### [Problem requirements]
Below are records; how many of their lines contain "solid"? Answer with only the number.

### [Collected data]

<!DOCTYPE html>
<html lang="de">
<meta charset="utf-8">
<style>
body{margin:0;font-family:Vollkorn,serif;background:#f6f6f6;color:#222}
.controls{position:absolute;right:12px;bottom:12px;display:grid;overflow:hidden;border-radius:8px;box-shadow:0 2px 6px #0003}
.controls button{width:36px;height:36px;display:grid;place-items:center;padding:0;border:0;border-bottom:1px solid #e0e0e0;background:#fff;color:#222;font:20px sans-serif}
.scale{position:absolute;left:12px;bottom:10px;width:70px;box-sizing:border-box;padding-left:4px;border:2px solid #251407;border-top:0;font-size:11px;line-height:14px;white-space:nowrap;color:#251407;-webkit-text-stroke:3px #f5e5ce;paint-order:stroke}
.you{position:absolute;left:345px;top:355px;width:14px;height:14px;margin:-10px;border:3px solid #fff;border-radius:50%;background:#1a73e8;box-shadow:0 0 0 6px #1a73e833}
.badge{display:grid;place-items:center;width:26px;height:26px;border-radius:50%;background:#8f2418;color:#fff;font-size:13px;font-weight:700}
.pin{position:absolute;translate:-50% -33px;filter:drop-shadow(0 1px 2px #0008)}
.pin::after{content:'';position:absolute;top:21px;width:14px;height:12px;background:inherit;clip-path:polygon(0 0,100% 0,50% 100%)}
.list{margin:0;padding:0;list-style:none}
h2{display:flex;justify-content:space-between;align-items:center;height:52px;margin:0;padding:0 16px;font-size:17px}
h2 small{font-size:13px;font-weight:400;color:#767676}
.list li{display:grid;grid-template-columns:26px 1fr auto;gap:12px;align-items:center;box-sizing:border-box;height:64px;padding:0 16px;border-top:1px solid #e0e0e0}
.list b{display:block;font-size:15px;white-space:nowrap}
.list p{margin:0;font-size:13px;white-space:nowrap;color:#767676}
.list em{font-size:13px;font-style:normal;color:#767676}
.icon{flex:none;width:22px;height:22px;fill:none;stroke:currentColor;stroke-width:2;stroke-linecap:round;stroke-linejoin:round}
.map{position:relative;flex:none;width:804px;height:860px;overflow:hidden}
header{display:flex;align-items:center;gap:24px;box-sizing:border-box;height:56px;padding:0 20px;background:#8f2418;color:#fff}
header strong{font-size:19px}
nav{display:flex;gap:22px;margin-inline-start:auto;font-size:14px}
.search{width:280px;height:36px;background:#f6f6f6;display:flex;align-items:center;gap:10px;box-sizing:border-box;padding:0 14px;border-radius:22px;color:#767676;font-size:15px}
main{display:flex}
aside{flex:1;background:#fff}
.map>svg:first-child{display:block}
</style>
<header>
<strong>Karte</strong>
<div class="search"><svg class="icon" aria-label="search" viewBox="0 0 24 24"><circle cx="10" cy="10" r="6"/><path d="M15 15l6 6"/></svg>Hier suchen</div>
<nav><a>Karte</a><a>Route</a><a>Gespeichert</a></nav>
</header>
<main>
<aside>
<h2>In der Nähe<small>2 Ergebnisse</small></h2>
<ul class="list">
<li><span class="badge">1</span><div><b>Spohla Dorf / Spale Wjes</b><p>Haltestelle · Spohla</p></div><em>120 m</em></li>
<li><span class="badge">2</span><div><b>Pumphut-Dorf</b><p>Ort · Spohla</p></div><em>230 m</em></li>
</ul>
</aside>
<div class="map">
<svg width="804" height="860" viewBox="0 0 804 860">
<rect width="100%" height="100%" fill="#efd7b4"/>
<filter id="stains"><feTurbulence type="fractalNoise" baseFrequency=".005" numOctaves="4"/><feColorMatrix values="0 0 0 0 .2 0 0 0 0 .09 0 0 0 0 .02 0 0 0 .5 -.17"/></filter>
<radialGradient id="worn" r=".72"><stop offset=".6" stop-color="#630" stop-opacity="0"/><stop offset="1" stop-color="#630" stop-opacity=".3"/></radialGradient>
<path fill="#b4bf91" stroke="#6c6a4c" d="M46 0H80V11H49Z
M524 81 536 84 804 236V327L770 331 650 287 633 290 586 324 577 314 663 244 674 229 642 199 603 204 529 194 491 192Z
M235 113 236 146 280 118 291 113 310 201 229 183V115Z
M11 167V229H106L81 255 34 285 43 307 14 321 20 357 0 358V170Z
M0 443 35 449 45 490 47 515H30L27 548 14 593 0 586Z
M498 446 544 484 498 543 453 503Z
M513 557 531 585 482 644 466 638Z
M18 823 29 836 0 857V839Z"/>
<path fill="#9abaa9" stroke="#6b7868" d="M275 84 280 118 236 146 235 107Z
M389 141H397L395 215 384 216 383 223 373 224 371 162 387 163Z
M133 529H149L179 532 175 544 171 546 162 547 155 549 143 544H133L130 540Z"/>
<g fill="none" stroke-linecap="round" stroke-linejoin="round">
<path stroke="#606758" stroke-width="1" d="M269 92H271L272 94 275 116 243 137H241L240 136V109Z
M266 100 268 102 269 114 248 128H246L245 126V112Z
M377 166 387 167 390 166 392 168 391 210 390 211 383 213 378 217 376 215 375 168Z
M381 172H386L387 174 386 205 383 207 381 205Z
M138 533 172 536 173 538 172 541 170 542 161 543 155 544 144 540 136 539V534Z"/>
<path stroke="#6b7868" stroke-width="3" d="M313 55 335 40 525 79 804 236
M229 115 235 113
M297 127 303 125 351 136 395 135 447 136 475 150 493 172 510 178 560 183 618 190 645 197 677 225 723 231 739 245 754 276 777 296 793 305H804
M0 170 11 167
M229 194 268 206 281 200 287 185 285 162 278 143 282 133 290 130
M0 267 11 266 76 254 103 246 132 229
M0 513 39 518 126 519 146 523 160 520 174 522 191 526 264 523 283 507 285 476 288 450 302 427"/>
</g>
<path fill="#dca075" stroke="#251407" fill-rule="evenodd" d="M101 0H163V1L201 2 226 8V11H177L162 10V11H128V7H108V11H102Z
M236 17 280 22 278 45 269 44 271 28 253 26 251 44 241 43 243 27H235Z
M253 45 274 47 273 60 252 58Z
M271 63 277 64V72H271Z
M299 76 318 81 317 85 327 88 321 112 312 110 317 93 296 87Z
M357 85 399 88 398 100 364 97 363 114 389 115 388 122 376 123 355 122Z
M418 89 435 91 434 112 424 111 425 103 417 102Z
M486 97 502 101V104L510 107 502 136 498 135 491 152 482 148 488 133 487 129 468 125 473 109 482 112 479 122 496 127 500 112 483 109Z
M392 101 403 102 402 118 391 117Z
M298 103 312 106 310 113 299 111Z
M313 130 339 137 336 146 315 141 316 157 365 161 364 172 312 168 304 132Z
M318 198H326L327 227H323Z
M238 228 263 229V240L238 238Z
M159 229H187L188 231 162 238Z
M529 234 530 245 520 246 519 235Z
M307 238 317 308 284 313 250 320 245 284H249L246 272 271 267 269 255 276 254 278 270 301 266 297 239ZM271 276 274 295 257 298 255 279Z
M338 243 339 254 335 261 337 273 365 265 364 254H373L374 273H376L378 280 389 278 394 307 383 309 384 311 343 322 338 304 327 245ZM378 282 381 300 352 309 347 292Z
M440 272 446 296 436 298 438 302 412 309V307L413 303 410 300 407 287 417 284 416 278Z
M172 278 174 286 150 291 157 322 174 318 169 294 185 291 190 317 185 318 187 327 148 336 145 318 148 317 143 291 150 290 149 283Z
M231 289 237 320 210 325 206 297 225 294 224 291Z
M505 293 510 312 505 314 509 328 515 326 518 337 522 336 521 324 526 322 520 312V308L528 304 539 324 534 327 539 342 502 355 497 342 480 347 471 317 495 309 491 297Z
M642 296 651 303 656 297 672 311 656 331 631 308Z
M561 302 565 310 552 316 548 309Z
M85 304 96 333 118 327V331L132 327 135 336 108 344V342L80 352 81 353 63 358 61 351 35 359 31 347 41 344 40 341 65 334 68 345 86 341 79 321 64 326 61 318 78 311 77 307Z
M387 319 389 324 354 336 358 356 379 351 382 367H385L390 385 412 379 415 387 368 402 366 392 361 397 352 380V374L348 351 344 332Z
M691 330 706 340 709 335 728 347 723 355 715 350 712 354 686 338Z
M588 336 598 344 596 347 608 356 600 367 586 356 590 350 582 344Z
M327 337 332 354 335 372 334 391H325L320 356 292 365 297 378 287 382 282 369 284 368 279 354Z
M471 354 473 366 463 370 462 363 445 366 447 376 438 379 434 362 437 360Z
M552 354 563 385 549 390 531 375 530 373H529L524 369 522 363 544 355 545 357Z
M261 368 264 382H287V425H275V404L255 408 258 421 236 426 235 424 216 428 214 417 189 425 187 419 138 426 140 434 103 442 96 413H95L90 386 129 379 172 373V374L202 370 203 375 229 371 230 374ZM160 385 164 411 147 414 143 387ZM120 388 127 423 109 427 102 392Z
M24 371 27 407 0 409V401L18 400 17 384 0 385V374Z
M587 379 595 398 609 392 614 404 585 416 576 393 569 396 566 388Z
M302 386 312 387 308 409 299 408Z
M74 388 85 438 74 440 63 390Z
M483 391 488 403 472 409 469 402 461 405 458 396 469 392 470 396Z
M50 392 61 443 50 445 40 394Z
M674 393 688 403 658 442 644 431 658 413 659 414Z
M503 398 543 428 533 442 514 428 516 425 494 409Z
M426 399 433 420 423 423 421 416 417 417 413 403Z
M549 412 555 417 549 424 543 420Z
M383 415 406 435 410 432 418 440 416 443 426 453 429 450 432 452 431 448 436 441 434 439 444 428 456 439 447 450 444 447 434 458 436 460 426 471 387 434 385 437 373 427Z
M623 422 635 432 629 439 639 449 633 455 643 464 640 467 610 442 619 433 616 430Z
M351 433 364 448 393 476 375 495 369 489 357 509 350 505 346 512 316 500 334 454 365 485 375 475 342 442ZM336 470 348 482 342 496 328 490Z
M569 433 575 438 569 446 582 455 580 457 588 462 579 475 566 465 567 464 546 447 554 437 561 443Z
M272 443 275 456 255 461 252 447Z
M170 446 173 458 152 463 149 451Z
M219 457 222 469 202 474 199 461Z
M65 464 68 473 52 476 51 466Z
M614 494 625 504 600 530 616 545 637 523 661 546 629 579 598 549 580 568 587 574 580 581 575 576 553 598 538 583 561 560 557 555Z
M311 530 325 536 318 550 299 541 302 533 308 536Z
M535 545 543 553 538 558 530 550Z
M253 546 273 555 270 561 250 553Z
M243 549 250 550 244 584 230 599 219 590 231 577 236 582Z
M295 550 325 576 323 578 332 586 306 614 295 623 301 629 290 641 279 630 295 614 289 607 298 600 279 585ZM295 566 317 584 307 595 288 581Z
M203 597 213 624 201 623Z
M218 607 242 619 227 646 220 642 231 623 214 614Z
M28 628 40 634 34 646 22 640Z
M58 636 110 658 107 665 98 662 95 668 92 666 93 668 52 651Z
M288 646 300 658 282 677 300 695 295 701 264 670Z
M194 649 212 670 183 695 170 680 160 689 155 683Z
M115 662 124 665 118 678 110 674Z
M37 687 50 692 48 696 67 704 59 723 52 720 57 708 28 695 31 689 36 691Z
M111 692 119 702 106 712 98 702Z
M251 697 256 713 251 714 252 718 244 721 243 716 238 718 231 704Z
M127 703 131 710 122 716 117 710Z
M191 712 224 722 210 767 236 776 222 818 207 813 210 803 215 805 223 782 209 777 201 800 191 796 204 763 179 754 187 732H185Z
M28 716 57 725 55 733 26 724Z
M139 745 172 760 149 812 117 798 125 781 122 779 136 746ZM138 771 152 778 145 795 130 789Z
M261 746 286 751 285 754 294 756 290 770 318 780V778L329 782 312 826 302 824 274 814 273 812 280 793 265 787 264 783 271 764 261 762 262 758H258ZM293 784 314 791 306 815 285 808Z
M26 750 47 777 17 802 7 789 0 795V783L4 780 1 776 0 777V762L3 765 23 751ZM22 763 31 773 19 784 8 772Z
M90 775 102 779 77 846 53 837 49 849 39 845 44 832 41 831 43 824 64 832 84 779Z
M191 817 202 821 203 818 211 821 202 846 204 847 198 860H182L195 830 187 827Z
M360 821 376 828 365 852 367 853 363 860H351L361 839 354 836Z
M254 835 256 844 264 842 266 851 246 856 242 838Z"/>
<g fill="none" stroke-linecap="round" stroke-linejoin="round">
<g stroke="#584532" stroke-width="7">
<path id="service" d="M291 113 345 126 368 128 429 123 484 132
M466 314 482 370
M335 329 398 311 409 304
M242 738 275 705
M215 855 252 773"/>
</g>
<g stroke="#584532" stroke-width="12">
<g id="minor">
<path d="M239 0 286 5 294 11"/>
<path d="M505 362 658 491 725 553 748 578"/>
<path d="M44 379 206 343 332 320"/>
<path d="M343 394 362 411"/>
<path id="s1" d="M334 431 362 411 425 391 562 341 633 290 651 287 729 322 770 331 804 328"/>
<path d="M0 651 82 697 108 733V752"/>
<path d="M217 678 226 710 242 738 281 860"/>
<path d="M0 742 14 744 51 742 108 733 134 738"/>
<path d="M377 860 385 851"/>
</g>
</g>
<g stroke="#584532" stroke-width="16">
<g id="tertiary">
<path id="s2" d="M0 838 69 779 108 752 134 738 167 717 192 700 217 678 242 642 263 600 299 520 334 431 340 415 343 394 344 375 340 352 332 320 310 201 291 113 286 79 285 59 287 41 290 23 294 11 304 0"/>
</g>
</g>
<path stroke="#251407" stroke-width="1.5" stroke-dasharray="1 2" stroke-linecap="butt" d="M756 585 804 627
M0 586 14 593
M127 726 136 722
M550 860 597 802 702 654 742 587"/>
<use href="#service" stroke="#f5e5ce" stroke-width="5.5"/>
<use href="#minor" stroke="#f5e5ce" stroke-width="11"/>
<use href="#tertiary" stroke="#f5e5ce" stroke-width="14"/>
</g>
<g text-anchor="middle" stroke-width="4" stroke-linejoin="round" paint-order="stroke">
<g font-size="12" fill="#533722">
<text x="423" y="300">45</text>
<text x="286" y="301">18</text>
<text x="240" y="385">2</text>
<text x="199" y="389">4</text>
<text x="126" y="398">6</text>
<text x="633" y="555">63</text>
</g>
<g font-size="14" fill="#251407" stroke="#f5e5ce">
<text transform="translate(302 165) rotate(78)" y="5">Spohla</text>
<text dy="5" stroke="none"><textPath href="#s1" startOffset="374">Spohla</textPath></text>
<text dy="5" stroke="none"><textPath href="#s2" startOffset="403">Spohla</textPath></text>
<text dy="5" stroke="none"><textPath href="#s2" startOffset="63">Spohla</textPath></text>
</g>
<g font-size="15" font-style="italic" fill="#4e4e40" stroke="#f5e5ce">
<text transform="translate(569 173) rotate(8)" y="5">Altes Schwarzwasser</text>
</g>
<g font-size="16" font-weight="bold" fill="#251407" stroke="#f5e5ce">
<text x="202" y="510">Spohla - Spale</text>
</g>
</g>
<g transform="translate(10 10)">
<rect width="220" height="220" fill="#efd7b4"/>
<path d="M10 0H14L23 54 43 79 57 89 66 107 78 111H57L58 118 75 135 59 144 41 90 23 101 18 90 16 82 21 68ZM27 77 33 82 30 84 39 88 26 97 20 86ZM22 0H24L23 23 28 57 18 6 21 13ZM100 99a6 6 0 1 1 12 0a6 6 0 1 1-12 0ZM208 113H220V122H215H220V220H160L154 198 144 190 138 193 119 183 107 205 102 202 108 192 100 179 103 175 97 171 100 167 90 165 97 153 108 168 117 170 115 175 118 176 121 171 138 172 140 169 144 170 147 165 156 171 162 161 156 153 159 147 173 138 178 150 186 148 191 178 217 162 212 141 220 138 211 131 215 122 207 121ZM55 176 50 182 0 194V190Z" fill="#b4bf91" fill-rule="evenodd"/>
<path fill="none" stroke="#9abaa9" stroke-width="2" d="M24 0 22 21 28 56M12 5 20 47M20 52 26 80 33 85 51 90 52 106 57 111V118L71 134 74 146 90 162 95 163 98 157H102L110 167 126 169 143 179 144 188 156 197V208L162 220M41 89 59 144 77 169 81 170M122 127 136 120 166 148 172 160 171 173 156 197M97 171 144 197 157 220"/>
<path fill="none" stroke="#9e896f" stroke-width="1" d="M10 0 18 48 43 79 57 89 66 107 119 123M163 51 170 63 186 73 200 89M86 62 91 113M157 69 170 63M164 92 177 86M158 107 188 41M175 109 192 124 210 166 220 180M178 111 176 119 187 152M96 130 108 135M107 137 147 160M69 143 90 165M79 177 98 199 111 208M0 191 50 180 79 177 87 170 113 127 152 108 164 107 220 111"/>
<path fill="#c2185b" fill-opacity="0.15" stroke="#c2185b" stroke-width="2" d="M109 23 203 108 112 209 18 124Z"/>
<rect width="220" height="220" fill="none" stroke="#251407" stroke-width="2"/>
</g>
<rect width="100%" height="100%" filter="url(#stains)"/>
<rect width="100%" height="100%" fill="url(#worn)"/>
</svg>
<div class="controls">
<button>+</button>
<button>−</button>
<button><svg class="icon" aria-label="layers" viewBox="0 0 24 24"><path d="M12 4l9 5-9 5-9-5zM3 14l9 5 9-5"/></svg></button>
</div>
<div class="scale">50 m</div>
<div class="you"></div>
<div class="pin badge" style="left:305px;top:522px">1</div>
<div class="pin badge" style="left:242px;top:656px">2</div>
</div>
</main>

### [Written response]
4